Other languages: generate stubs from the proto (`protoc` supports 11+
languages) and wrap them the same way — the Python client is ~200 lines
and is the reference for what a thin wrapper should feel like.
---
## 4. The shared core: `EquipmentRuntime` + capability registration
Both `secs_server` and `secs_gemd` (and any future surface) are thin
fronts over the same two calls:
```cpp
#include "secsgem/gem/runtime.hpp"
#include "secsgem/gem/default_handlers.hpp"
gem::EquipmentRuntime::Config cfg;
cfg.equipment_yaml = "data/equipment.yaml";
cfg.control_state_yaml = "data/control_state.yaml";
cfg.process_job_yaml = "data/process_job_state.yaml";
cfg.control_job_yaml = "data/control_job_state.yaml";
cfg.port = 5000;
cfg.log = [](const std::string& m) { std::cout << m << std::endl; };
gem::EquipmentRuntime R(cfg);
gem::register_default_handlers(R); // all 56 GEM handlers + emitters
R.run(); // accept + io_context (blocks)
```
`register_default_handlers` is the composition of **15 per-capability
functions** (`register_identification`, `register_alarms`,
`register_carriers`, `register_jobs`, …) mirroring how E30 itself lists
capabilities (S1F19). A sensor-class tool with no carriers or jobs
registers only what it is — the unregistered messages get the Router's
SxF0/S9 default treatment, which is exactly what "I don't implement that
capability" should look like on the wire.

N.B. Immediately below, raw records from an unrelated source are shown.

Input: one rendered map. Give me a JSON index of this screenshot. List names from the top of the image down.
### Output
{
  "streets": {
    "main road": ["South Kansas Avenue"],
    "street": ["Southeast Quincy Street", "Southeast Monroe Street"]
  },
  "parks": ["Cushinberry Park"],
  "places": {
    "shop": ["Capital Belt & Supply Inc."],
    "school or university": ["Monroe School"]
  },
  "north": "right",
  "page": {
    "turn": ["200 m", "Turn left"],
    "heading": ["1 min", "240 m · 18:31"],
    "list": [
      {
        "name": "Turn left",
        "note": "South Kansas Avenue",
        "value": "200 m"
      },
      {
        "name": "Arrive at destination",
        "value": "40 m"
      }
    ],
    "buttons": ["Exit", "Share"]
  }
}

The ids the built-ins touch (the control-state/clock SVIDs the engine
refreshes, the CEIDs fired on CJ state changes) come from the `roles:`
block in `equipment.yaml` — visible coupling, no magic constants.
### The threading contract (the one rule)
One io_context thread owns the model. From any other thread:
- **writes** go through the runtime's posting API
(`set_variable`, `emit_event`, `set_alarm`, `clear_alarm`);
- **reads of mutable state** go through `read_sync` (post + future with a
deadline) — `control_state()` alone is lock-free (atomic mirror);
- **behaviour hooks** (`commands.set_handler`, state-change observers) run
*on* the io thread: return promptly, post long work elsewhere.
This is TSan-enforced in CI, daemon included. The first violation ever
caught was in our own test — the lane works.
### Observers vs. the primary slot
State machines expose `set_state_change_handler` (the primary slot —
yours, replaceable) **and** `add_state_change_handler` (append-only
observers that survive the primary being set). The runtime and daemon use
observers for the control-state mirror, `WatchHealth`, and the command
stream, so they never fight your application over the slot.
---
## 5. Which tier do I pick?
| Your situation | Tier |
|---|---|
| New tool, Python anywhere in the controller, fastest start | Python client |
| Existing controller in C#/Java/Go/…; multi-process architecture; tool app must be restartable without the host noticing | gRPC daemon + thin client |
| In-process integration, custom transports, hard real-time adjacency | Embedded C++ (`EquipmentRuntime`, chapter 41) |
They compose: a C++ tool can still run the daemon for the HSMS face and
talk gRPC locally — that is precisely the "tool software + separate
SECS server" deployment many fabs already run.